= Work to be completed =
Each line below must be printed exactly as it stands.
[Information Boundary: Start]
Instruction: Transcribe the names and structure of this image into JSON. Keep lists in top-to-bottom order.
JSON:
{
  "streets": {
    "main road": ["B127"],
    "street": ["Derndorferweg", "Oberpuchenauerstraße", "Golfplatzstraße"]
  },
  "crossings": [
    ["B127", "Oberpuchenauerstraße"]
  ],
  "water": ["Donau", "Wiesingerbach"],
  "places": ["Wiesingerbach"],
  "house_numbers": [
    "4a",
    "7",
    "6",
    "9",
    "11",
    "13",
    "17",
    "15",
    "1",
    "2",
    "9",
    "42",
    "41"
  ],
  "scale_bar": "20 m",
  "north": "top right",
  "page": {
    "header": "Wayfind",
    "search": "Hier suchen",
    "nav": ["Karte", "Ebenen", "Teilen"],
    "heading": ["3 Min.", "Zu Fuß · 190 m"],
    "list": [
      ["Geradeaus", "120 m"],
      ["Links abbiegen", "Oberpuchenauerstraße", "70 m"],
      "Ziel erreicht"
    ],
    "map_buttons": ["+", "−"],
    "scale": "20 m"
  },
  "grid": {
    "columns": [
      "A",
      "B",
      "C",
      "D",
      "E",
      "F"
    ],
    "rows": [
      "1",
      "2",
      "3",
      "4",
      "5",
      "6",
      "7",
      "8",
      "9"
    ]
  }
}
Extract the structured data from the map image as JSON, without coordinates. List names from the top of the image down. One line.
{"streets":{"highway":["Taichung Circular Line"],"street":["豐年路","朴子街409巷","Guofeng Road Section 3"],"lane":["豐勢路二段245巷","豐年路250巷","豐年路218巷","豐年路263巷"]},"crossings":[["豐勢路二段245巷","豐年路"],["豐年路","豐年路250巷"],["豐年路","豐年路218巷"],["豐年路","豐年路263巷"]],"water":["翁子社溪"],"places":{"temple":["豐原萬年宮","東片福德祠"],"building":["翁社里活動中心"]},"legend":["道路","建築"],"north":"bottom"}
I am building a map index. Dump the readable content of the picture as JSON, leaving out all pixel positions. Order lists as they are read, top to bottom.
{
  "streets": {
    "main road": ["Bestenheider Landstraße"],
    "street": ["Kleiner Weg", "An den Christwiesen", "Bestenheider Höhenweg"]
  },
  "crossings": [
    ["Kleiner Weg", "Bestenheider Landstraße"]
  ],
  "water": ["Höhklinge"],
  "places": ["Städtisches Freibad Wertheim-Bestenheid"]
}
[Information Boundary: End]
= Reply to the exercise =
Instruction: Transcribe the names and structure of this image into JSON. Keep lists in top-to-bottom order.
JSON:
{
  "streets": {
    "main road": ["B127"],
    "street": ["Derndorferweg", "Oberpuchenauerstraße", "Golfplatzstraße"]
  },
  "crossings": [
    ["B127", "Oberpuchenauerstraße"]
  ],
  "water": ["Donau", "Wiesingerbach"],
  "places": ["Wiesingerbach"],
  "house_numbers": [
    "4a",
    "7",
    "6",
    "9",
    "11",
    "13",
    "17",
    "15",
    "1",
    "2",
    "9",
    "42",
    "41"
  ],
  "scale_bar": "20 m",
  "north": "top right",
  "page": {
    "header": "Wayfind",
    "search": "Hier suchen",
    "nav": ["Karte", "Ebenen", "Teilen"],
    "heading": ["3 Min.", "Zu Fuß · 190 m"],
    "list": [
      ["Geradeaus", "120 m"],
      ["Links abbiegen", "Oberpuchenauerstraße", "70 m"],
      "Ziel erreicht"
    ],
    "map_buttons": ["+", "−"],
    "scale": "20 m"
  },
  "grid": {
    "columns": [
      "A",
      "B",
      "C",
      "D",
      "E",
      "F"
    ],
    "rows": [
      "1",
      "2",
      "3",
      "4",
      "5",
      "6",
      "7",
      "8",
      "9"
    ]
  }
}
Extract the structured data from the map image as JSON, without coordinates. List names from the top of the image down. One line.
{"streets":{"highway":["Taichung Circular Line"],"street":["豐年路","朴子街409巷","Guofeng Road Section 3"],"lane":["豐勢路二段245巷","豐年路250巷","豐年路218巷","豐年路263巷"]},"crossings":[["豐勢路二段245巷","豐年路"],["豐年路","豐年路250巷"],["豐年路","豐年路218巷"],["豐年路","豐年路263巷"]],"water":["翁子社溪"],"places":{"temple":["豐原萬年宮","東片福德祠"],"building":["翁社里活動中心"]},"legend":["道路","建築"],"north":"bottom"}
I am building a map index. Dump the readable content of the picture as JSON, leaving out all pixel positions. Order lists as they are read, top to bottom.
{
  "streets": {
    "main road": ["Bestenheider Landstraße"],
    "street": ["Kleiner Weg", "An den Christwiesen", "Bestenheider Höhenweg"]
  },
  "crossings": [
    ["Kleiner Weg", "Bestenheider Landstraße"]
  ],
  "water": ["Höhklinge"],
  "places": ["Städtisches Freibad Wertheim-Bestenheid"]
}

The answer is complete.